- _Problem to work on_
Line count for "John": state how many lines of the data below include it, and output nothing more.

◆ ◆ ◆ ◆

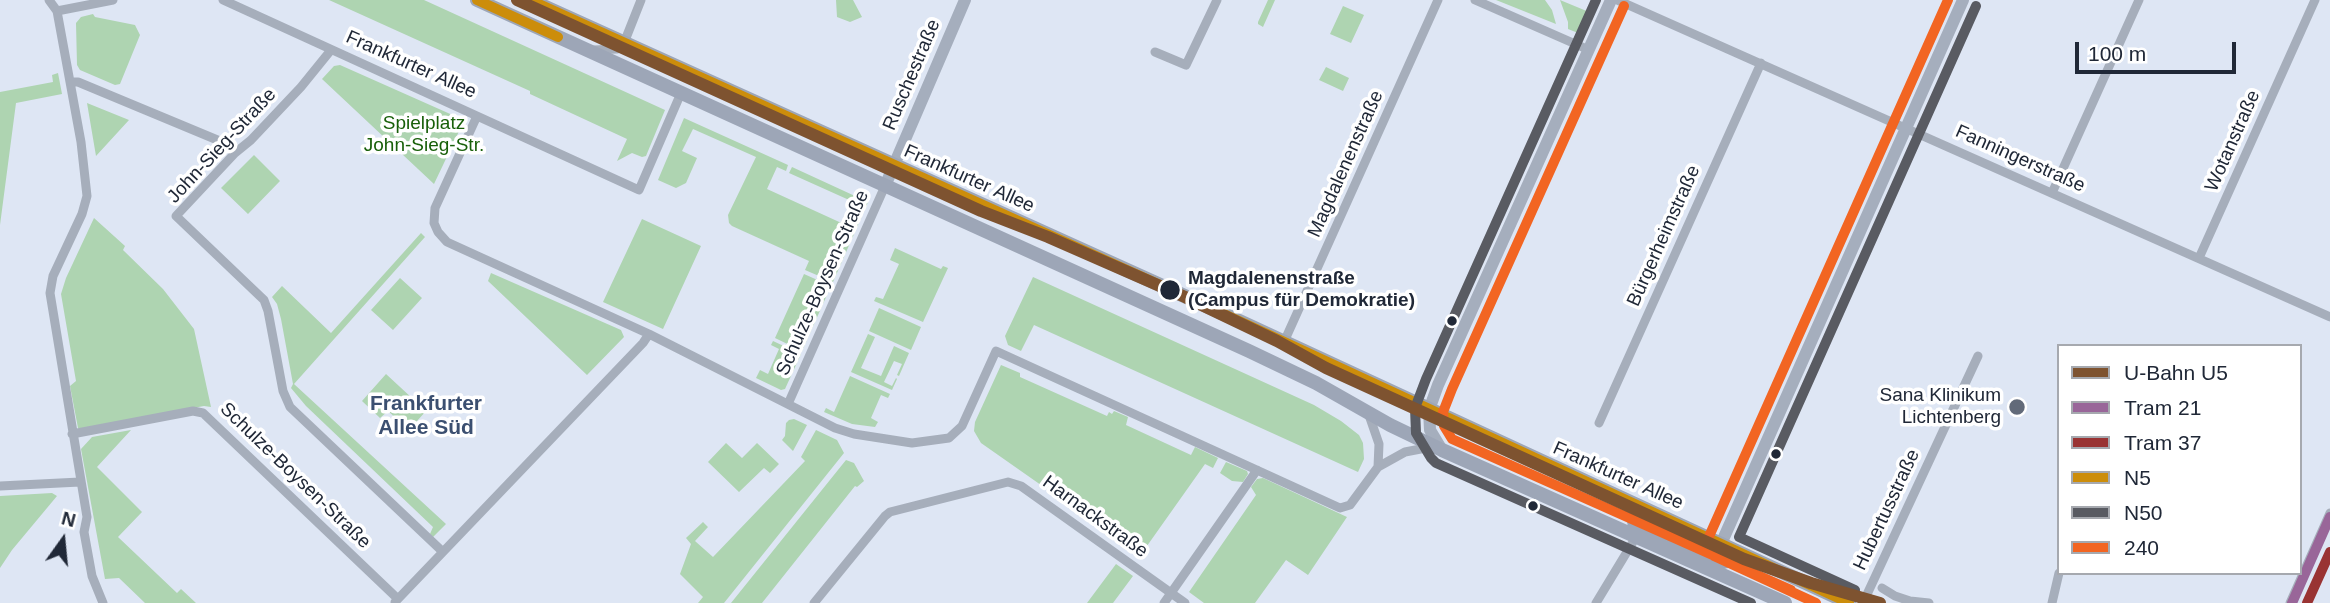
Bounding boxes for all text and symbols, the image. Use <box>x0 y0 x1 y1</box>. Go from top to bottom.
street label: Ruschestraße <box>878 16 946 134</box>
street label: Frankfurter Allee <box>342 26 480 104</box>
scale bar <box>2078 28 2239 72</box>
text: 100 m <box>2088 42 2146 65</box>
street label: John-Sieg-Straße <box>163 84 281 208</box>
street label: Magdalenenstraße <box>1303 87 1389 241</box>
street label: Wotanstraße <box>2201 87 2265 195</box>
park label: Spielplatz John-Sieg-Str. <box>364 113 484 157</box>
street label: Fanningerstraße <box>1952 120 2088 198</box>
street label: Frankfurter Allee <box>900 140 1038 218</box>
street label: Bürgerheimstraße <box>1623 162 1705 310</box>
street label: Schulze-Boysen-Straße <box>772 187 874 379</box>
place label: Magdalenenstraße (Campus für Demokratie) <box>1188 268 1415 312</box>
marker: Magdalenenstraße (Campus für Demokratie) <box>1158 278 1182 302</box>
unlabelled marker <box>1445 314 1459 328</box>
legend <box>2057 344 2302 575</box>
text: U-Bahn U5 <box>2124 361 2228 384</box>
place label: Sana Klinikum Lichtenberg <box>1880 385 2001 429</box>
district label: Frankfurter Allee Süd <box>370 391 482 441</box>
text: Tram 21 <box>2124 396 2201 419</box>
marker: Sana Klinikum Lichtenberg <box>2007 397 2027 417</box>
street label: Schulze-Boysen-Straße <box>215 398 375 554</box>
text: Tram 37 <box>2124 431 2201 454</box>
street label: Frankfurter Allee <box>1549 437 1687 515</box>
street label: Hubertusstraße <box>1849 446 1925 574</box>
unlabelled marker <box>1769 447 1783 461</box>
text: N5 <box>2124 466 2151 489</box>
street label: Harnackstraße <box>1038 471 1152 563</box>
unlabelled marker <box>1526 499 1540 513</box>
text: N50 <box>2124 501 2163 524</box>
north arrow <box>28 505 98 575</box>
text: N <box>59 507 78 531</box>
text: 240 <box>2124 536 2159 559</box>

◆ ◆ ◆ ◆

- _Expected output_
2